Stored items
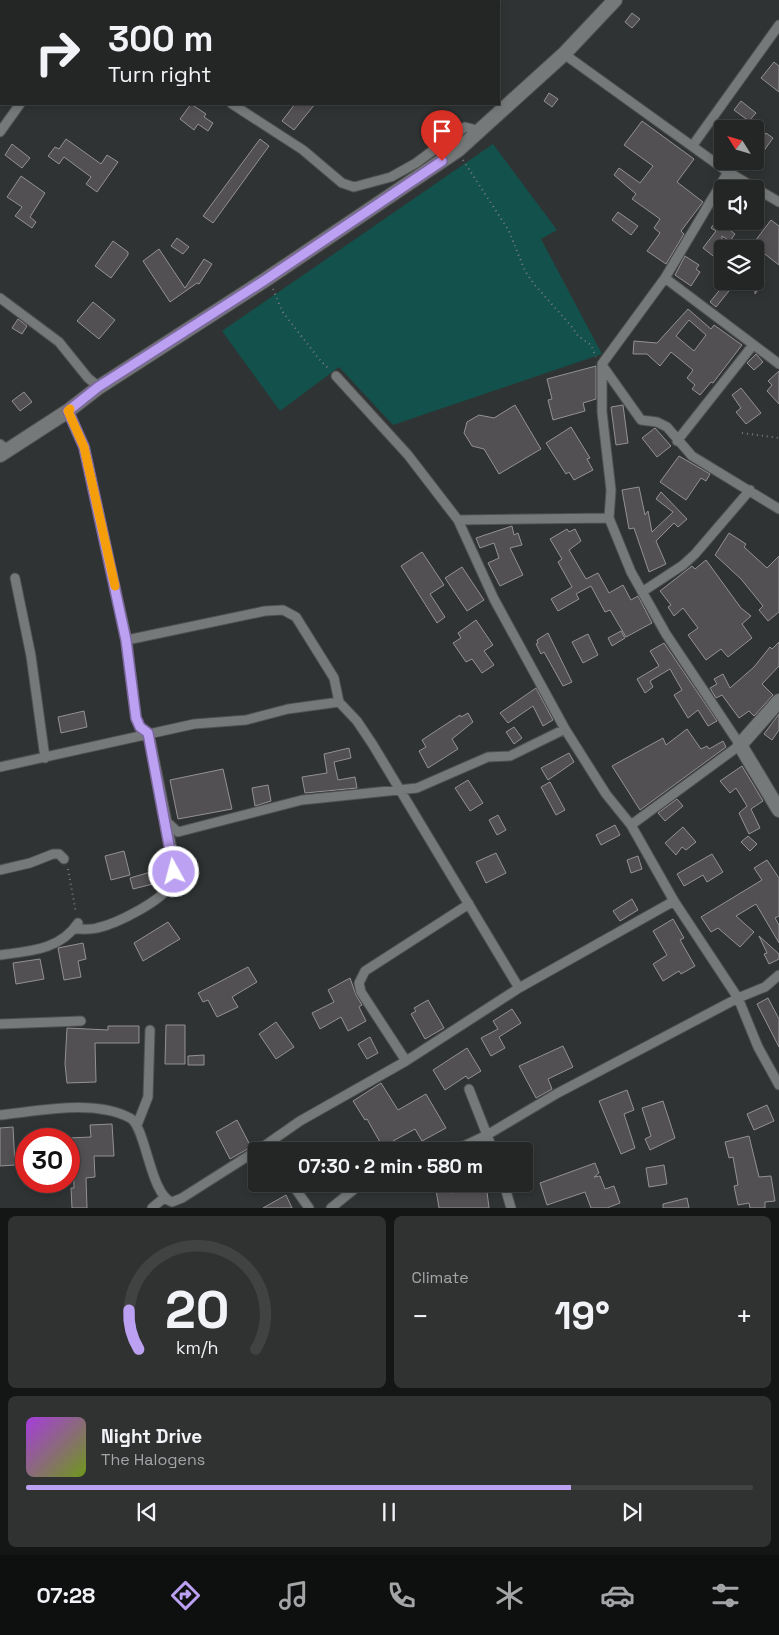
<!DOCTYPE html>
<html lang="en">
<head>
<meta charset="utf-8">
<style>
  :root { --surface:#242626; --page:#303232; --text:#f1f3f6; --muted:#a3a5a7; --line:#414343; --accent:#bca0f2 }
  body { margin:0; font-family:"Space Grotesk",sans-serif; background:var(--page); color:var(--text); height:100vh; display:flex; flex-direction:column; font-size:19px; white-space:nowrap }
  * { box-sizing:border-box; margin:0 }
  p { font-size:16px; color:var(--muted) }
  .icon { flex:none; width:28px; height:28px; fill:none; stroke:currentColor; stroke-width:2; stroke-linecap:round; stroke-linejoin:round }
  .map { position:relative; height:1208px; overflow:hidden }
  .drawer { display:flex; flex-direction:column; gap:8px; padding:8px; background:#141515; flex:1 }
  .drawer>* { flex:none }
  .hud { position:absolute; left:0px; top:0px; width:500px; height:105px; box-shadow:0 2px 8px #0003,0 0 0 1px var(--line); background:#242626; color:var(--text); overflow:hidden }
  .needle { width:32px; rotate:307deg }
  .fabs { position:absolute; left:714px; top:120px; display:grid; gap:10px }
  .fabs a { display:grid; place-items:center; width:50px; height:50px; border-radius:5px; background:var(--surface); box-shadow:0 2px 8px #0003,0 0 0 1px var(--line); font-size:25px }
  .speed { position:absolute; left:15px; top:1128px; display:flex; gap:10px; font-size:25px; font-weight:700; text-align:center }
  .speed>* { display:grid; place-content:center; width:65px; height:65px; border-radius:50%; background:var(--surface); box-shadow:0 2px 8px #0003,0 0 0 1px var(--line); line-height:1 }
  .speed .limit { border:8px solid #d22; background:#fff; color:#111 }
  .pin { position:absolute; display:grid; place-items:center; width:42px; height:42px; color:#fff; margin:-51px -21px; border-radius:50% 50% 50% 0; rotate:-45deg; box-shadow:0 0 5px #0007 }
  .pin .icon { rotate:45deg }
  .me { position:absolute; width:55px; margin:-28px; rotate:353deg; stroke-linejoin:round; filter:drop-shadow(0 0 4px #0008) }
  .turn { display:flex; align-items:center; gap:18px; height:105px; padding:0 25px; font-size:22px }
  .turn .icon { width:65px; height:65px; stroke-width:2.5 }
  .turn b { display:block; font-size:35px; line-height:42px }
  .big { font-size:38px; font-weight:800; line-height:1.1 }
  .drawer .card { flex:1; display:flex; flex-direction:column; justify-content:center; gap:8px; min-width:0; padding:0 18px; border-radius:8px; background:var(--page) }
  .drawer .dial { align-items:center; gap:0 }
  .dial svg { height:130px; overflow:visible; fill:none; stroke:var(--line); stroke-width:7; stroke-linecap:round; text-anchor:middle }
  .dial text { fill:var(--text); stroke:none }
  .song { display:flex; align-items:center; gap:15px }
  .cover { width:60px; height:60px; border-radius:8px; background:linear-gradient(135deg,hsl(280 70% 55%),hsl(80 70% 35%)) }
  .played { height:5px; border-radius:2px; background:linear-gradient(90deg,var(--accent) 75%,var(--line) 75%) }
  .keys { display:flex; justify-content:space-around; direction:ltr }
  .heat { display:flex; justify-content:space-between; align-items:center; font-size:28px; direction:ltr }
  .drawer .tiles { flex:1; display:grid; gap:8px; grid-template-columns:1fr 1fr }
  .card:last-child { grid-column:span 2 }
  .trip { position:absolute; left:248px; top:1142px; width:285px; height:50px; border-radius:5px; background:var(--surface); box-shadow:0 2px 8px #0003,0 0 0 1px var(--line); font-weight:800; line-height:50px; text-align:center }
  .menu { display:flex; height:80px; justify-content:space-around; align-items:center; background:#0e0f0f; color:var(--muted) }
  .menu .icon { width:35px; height:35px }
  .menu .current { color:var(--accent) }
  .menu b { font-size:22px; color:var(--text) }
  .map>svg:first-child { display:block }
</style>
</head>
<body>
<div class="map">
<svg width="779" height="1208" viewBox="0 0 779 1208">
  <rect width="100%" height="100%" fill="#303333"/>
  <path fill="#12514c" d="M493,144L557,230L541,239L602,354L393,425L339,367L280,411L222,331Z"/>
  <path fill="#525052" stroke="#939194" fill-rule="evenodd" d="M632,13L640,19L632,28L625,22Z
    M774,62L779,66V92L761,78Z
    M549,93L558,99L552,107L544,101Z
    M741,101L756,113L749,121L734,110Z
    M191,104L206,114L204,117L213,123L208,131L198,124L194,130L180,119Z
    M295,104H315L294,130L282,121Z
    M642,121L694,159L677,182L703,202L681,231L684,234L666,264L647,251L660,233L654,228L660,219L632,199L636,194L614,175L619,168L640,183L653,166L624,145Z
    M766,133L773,138L755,163V148Z
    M66,139L101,164L107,155L118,162L97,192L86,184L91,177L64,157L59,164L48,156L55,147L59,149Z
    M260,139L269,146L213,223L203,216Z
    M12,144L30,158L22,168L5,155Z
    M21,176L45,193L30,217L36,222L32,228L15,216L22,207L7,197Z
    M618,212L638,226L631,235L612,220Z
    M722,213V221H730L726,227L735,234L730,241L722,236V263L703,248L716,231L711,228Z
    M771,220L779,226V265L761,251L755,259V249H749Z
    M177,238L189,247L183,254L171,246Z
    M113,241L128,252V255L111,278L95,266Z
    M159,249L185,288L204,259L212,264L199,284L197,283L170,302L143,261Z
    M685,256L699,265L696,269L700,272L691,286L675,275Z
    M755,273L765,280L755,294Z
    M727,281H737L716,307L710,302Z
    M93,302L115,320L99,339L77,321Z
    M688,309L711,329L714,325L742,345L713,383L711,382L700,395L692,389L695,385L687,378L693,370L671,352L660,366L647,354H633L634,341L657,343ZM689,320L706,335L694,351L676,336Z
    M18,319L27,326L22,334L12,328Z
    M756,354L763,362L754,370L747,363Z
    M596,366V399L583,403L585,411L553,420L548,400L552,399L547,379Z
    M779,371V404L767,391L772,385L768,381Z
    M741,388L761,413L746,424L736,412L741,408L732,395Z
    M24,392L32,402L20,411L12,401Z
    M515,405L541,449L499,474L484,449L472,446L464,433L467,422L479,415L494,418Z
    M623,405L628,443L616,445L611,407Z
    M571,427L590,458L587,459L593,470L574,480L569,472L566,474L546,443Z
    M655,428L671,446L657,457L642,438Z
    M679,456L710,474L706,481L701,478L686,500L660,482Z
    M639,487L645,515L648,511L652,532L673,512L656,499L661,492L687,519L678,527L674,523L656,541L666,564L649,572L634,528L629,529L622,490Z
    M512,526L514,535L518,533L522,545L510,548L523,575L500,586L488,563L499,558L494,543L480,548L476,538Z
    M567,529L569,532L575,529L581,541L569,550L586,579L598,573L609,593L623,585L631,600L638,596L652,623L626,637L610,610L605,612L591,586L576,594L579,599L558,611L551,599L572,587L558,562L562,559L550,539Z
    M729,533L746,544L744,547L767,568L779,556V612L768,621L759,610L763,606L741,579L715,555Z
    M422,552L444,585L430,594L445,617L437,623L401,566Z
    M706,560L741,608L751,616L742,624L752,638L728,657L721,649L706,660L688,635L698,628L683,608L674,616L668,607L671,605L660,591L692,566L695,569Z
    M462,567L484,600L467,611L445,578Z
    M476,620L493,645L484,651L494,665L482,673L472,659L466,662L453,643L461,638L458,633Z
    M621,631L625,638L612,646L608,638Z
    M548,633L572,682L563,686L544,652L541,654L536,644L538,643L537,640Z
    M588,634L598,655L583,663L572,642Z
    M779,642V666L762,684L773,695L754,716L749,711L739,718L722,695L716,698L710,688L717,684L714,679L723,674L730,688L754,667L770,647L772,649Z
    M664,643L717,721L708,726L698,710L688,718L674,695L682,690L670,669L650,681L653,687L645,693L637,679L659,666L650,651Z
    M536,688L553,720L543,726L533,706L508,723L500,713Z
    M84,711L87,727L61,733L58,717Z
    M468,713L473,722L452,739L458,749L428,768L419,751L426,747L422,740L460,715L461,717Z
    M779,714V730L772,740L764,734Z
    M514,727L522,738L514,744L506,732Z
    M687,729L701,749L707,746L709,749L723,741L726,747L640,810L612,766L663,738L666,745Z
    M349,748L351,758L334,762L338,780L355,777L357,788L305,793L302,777L327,773L324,754Z
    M569,753L574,762L548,780L541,768Z
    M742,766L763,801L751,809L760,828L749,834L739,813L747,806L736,788L730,793L720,781Z
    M223,769L232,809L178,819L170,780Z
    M468,780L483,803L470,811L455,788Z
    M550,782L565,810L556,815L541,787Z
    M268,785L271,801L255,806L252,788Z
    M677,799L683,806L665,821L658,813Z
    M498,815L506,830L497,835L489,820Z
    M615,825L620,835L601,845L596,835Z
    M683,827L696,842L686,850L682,847L676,855L665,843Z
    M748,836L757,844L750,851L741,842Z
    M124,851L130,875L111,880L105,856Z
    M496,853L506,873L486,883L476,862Z
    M712,854L723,872L707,882L703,875L684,886L677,874Z
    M638,856L642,869L631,873L627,860Z
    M767,860L779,878V916L775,918L779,925V943L756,904L736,916L754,932L740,947L718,928L711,932L701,917L762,880L754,868Z
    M154,871L157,883L133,889L130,878Z
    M632,899L638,910L620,921L613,911Z
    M673,919L684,938L680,940L695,966L681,974L679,971L663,981L653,964L667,955L653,931Z
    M168,922L180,939L143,961L134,943Z
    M759,936L779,954V959L769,964L764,954L767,953Z
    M83,943L86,959L78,961L81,977L64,980L58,948Z
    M40,959L44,979L16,984L13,963Z
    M248,967L257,982L232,997L238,1007L217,1017L208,1000L203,1002L198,993Z
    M350,978L356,995L362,1005L359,1007L366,1021L348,1031L341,1017L320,1029L312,1013L334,1002L328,990Z
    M768,998L779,1019V1047L757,1004Z
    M428,1000L444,1028L425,1039L411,1014L416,1011L414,1008Z
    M512,1009L521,1023L499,1037L505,1048L491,1056L481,1038L498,1029L493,1021Z
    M276,1022L294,1047L276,1059L259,1034Z
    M166,1025H185V1064H165Z
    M108,1026H139V1043H95L96,1082L67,1083L65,1064L67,1028L108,1030Z
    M370,1037L378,1053L367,1059L358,1044Z
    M563,1046L573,1067L548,1079L552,1089L536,1098L519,1066Z
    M467,1048L481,1071L468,1079L466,1076L445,1090L433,1070Z
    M204,1055V1065H188V1056Z
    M381,1083L398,1110L426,1094L446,1128L422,1141L415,1129L393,1141L398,1151H385L367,1119L365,1120L353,1101Z
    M627,1090L634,1110L624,1114L635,1148L621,1154L599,1101Z
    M663,1101L675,1138L650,1150L645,1139L651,1136L642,1108Z
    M767,1105L774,1121L754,1130L747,1114Z
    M237,1120L251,1147L230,1159L216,1132Z
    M112,1124L114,1156H94L95,1177L86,1178L87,1208H72L71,1188H74L73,1156H69V1138L91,1137L90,1125Z
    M13,1127L15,1165L0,1166V1128Z
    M749,1136L759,1177L771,1176L775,1201L765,1202V1208H750L749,1203L738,1205L734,1186L738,1185L733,1157L729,1158L725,1142Z
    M595,1163L599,1173L594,1177L600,1176L605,1189L614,1186L620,1203L607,1208H591L585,1192L547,1205L540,1183Z
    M664,1165L667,1184L649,1187L646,1168Z
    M435,1184H449L451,1193L467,1190L466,1184H486L489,1208H439Z
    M286,1195L292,1208H263Z
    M687,1198L689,1208H663V1204Z"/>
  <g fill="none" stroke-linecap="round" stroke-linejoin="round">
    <g stroke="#4f5150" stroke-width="11">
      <path id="street" d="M65,0L67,1
        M95,1L96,0
        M564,54L728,172L779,202
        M232,104L303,150L342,183L354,187L391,177L416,163L465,127L481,131
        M0,132L20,104
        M693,145L779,25
        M665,278L779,364
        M0,298L59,342L88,378L99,387
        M602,365L641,420L657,422L667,427L692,456L779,509
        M336,376L408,455L458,520L494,599L565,729L606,794L631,825L674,901L738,998L758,1047L779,1085
        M68,411L84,447L127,640L136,719L140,727L149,733L167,822L178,832L302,800L417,788L488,757L510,756L565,729
        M677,441L753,345
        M0,444L8,450
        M458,520L609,518
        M15,578L31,656L45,758
        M642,592L683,565L695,554L750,490
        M127,640L265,611L283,610L296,617L334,678L339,702L357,721L373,745L519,988
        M0,767L194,724L246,720L288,709L339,702
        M631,825L740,745L666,634L631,572L609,518L611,490L602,412V364L665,278L728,172
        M0,870L30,863L53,854H59L64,859
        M74,929C81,929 90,930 97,928C116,924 165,900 172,882C178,864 170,842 167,824
        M0,955C30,951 60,950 78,923
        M0,1024L81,1021
        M406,1061L361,992L359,983L365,971L469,904
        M0,1115C39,1111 94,1099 130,1118C146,1126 150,1195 172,1202L182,1198L267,1144L271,1151
        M137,1125L148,1097L150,1030
        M267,1144L300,1121L406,1061L519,988L674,901
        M453,1151L487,1135L469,1089
        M493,1151L487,1135L556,1094L738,998L765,987L779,975
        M292,1184L309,1208
        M504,1184L511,1208
        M152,1208L165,1197
        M331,1208L357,1187L368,1184"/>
    </g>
    <g stroke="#4f5150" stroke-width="16">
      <path id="secondary" d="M0,455L68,411L99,387L265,280L458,150L564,54L615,0
        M779,701L740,745L779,810"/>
    </g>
    <path stroke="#7b7d7d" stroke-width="2" stroke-dasharray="1 4" stroke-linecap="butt" d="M463,160L509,231L525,271L534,284L572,327L578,336L591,345L596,357
      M273,289L282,311L319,359L329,369
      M742,433L779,438
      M68,869L76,913"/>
    <use href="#street" stroke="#767979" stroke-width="9"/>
    <use href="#secondary" stroke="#767979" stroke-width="14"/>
  </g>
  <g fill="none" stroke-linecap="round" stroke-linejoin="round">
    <g stroke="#7a689d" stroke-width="12">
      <path id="route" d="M174,872L148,733L140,727L136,718L126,640L84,447L68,411L98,387L265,280L442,161"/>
    </g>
    <use href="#route" stroke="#bca0f2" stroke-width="9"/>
    <path stroke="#f59e0b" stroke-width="9" d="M70,409L68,411L84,447L115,586"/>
  </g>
</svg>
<div class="fabs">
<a><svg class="needle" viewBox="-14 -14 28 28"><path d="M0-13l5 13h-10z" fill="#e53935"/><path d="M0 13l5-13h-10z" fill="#a3a5a7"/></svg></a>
<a><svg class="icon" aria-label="sound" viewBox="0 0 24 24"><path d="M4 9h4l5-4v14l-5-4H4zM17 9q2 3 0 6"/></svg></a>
<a><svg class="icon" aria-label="layers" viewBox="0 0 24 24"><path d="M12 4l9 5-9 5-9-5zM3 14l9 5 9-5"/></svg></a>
</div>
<div class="speed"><div class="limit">30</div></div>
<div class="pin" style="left:442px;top:161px;background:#d93025"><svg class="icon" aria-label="arrive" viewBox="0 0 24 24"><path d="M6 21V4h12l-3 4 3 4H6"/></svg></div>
<svg class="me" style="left:174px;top:872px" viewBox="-20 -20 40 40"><circle r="17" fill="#bca0f2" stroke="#fff" stroke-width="3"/><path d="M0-11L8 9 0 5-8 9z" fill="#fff"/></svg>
<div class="trip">07:30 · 2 min · 580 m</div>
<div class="hud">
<div class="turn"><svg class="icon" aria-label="right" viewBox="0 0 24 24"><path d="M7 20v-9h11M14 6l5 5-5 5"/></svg><div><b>300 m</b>Turn right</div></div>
</div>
</div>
<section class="drawer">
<div class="tiles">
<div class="card dial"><svg viewBox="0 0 100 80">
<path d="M14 69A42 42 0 1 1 86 69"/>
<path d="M14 69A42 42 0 0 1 8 45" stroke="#bca0f2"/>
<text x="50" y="56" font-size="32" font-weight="700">20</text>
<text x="50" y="72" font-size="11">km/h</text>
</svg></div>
<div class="card"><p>Climate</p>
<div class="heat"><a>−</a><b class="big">19°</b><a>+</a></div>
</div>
<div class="card">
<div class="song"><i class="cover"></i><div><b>Night Drive</b><p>The Halogens</p></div></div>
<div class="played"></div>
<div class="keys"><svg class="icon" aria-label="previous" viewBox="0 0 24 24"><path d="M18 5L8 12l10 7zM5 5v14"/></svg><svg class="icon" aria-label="pause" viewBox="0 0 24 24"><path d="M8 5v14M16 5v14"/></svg><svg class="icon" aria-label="next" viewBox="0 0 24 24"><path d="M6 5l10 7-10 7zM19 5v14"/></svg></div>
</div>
</div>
</section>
<nav class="menu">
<b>07:28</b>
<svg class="icon current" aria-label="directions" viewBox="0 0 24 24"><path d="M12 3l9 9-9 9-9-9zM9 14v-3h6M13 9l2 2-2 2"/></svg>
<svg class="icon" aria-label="music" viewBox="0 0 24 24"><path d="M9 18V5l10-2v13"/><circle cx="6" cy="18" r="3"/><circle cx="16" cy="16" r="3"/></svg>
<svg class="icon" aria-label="phone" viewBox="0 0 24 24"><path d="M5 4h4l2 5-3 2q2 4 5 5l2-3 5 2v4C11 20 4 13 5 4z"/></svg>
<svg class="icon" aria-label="climate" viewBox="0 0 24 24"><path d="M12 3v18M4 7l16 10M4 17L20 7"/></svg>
<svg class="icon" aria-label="car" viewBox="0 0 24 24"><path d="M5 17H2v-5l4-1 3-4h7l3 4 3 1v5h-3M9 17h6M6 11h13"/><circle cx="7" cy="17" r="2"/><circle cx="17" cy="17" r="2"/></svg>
<svg class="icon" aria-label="filters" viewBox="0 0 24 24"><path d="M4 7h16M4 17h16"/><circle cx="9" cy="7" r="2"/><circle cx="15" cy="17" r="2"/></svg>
</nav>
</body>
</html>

» **THE PROBLEM**:
Show me all lines in the records that contain "limit".

» **SOLUTION FOR THIS TASK**:
  .speed .limit { border:8px solid #d22; background:#fff; color:#111 }
<div class="speed"><div class="limit">30</div></div>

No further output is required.